Stuff like: Hooper occasionally sticking his camera, for a shot or two, on genuinely strange angles, which sadly feel more like jarring moments of stunt-framing rather than any coherent directorial statement. Or the amusing irony of the world paying good money to hear the lead singer of Thirty Odd Foot Of Grunts sing; or the bizarre turn-up that Crowe's kinda-bad singing herein has a charming quality in step with the film's vocal-realism; Rusty stepping between speaking and crooning like a priest delivering mass, his voice all unsuredness and warble and crack; thus pretty much the opposite of your generic stage-musical belter, and thus super-interesting. Or the student uprising and the political relevance of acts of seditious defiance in the era of the Arab Spring, occupy Wall Street et al; the June Rebellion lionised as act of ideological heroism unstigmatised by the finger-pointing of terrorism. Or, sadly, the way that such a French story is run through that troublesome cinematic substitution where any period-piece culture is Merry Olde Englande-ised; the characterised short-hand of toffee upper-cast and tavern-dwelling, mead-swilling, teeth-rotting cockney wretches too weighty a set of assumed and understood stereotypes to throw off.

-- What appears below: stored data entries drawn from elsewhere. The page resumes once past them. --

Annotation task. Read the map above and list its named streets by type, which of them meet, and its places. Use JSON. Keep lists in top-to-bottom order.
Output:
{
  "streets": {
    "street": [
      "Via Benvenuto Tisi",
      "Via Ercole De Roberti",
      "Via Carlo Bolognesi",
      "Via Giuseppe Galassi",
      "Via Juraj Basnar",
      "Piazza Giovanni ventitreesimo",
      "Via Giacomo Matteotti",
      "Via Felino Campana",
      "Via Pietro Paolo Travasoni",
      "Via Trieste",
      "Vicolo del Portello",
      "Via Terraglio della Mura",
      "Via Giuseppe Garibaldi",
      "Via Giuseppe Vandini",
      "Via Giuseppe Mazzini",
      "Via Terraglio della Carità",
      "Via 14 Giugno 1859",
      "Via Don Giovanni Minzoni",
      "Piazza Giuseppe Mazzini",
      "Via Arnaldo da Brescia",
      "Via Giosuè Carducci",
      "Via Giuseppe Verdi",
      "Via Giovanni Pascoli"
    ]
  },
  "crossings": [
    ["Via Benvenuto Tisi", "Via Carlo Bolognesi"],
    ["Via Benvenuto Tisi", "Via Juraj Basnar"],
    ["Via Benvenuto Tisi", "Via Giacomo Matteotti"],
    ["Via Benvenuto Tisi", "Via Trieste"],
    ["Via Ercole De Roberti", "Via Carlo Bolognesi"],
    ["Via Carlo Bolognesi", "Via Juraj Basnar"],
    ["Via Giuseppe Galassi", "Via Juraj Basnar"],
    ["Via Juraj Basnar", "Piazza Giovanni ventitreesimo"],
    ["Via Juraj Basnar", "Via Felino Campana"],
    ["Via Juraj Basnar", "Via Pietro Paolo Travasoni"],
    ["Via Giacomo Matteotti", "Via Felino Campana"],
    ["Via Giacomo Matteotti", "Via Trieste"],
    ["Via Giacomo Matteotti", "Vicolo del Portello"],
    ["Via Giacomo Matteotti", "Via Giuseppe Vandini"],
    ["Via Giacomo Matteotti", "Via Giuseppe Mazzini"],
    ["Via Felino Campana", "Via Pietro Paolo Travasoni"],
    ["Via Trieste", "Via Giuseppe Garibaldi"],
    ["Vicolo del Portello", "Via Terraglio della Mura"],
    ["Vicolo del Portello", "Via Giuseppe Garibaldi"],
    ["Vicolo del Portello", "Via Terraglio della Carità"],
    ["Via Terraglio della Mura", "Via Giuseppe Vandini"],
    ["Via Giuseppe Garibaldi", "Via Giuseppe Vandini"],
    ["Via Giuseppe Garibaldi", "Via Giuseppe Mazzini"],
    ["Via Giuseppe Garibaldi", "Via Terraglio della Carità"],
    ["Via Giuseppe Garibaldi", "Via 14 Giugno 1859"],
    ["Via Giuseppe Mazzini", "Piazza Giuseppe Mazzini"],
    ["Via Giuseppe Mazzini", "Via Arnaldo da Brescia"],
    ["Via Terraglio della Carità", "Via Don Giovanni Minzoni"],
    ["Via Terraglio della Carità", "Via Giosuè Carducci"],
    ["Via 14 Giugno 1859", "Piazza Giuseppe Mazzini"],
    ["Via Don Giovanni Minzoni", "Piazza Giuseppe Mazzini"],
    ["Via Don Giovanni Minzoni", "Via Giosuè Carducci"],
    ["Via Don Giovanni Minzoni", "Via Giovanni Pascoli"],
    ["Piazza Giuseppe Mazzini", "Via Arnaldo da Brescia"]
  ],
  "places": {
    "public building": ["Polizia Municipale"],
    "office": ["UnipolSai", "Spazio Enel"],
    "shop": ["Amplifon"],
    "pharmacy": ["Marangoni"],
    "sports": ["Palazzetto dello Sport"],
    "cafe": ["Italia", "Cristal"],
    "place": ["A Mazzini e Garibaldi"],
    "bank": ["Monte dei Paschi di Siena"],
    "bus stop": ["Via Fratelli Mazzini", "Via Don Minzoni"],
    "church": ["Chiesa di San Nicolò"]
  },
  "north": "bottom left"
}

This reaches a nadir with Helena Bonham Carter and Sacha Baron Cohen as a pair of bawdy, thievin' scoundrels whose knees-up hijinks grow increasingly less funny and more annoying with each passing appearance. Their Thénardiers may be a beloved part of the stageshow, but they feel like refugees from someone else's adaptation; craven caricatures that jive incongruous with this film's greater dreams of desperate realism. Hooper's decision to have songs sung live on set was, indeed, a masterstroke, but it doesn't extend to the whole; the presence of the two-bit comic relief —so begging to be sent to the cutting-room floor— feeling symbolic of the film's failure to totally, truly transcend the baggage that comes with making Les Mis for screen. In the end, we have to settle for way-better-than-expected; which, all things considered, ain't no complaint.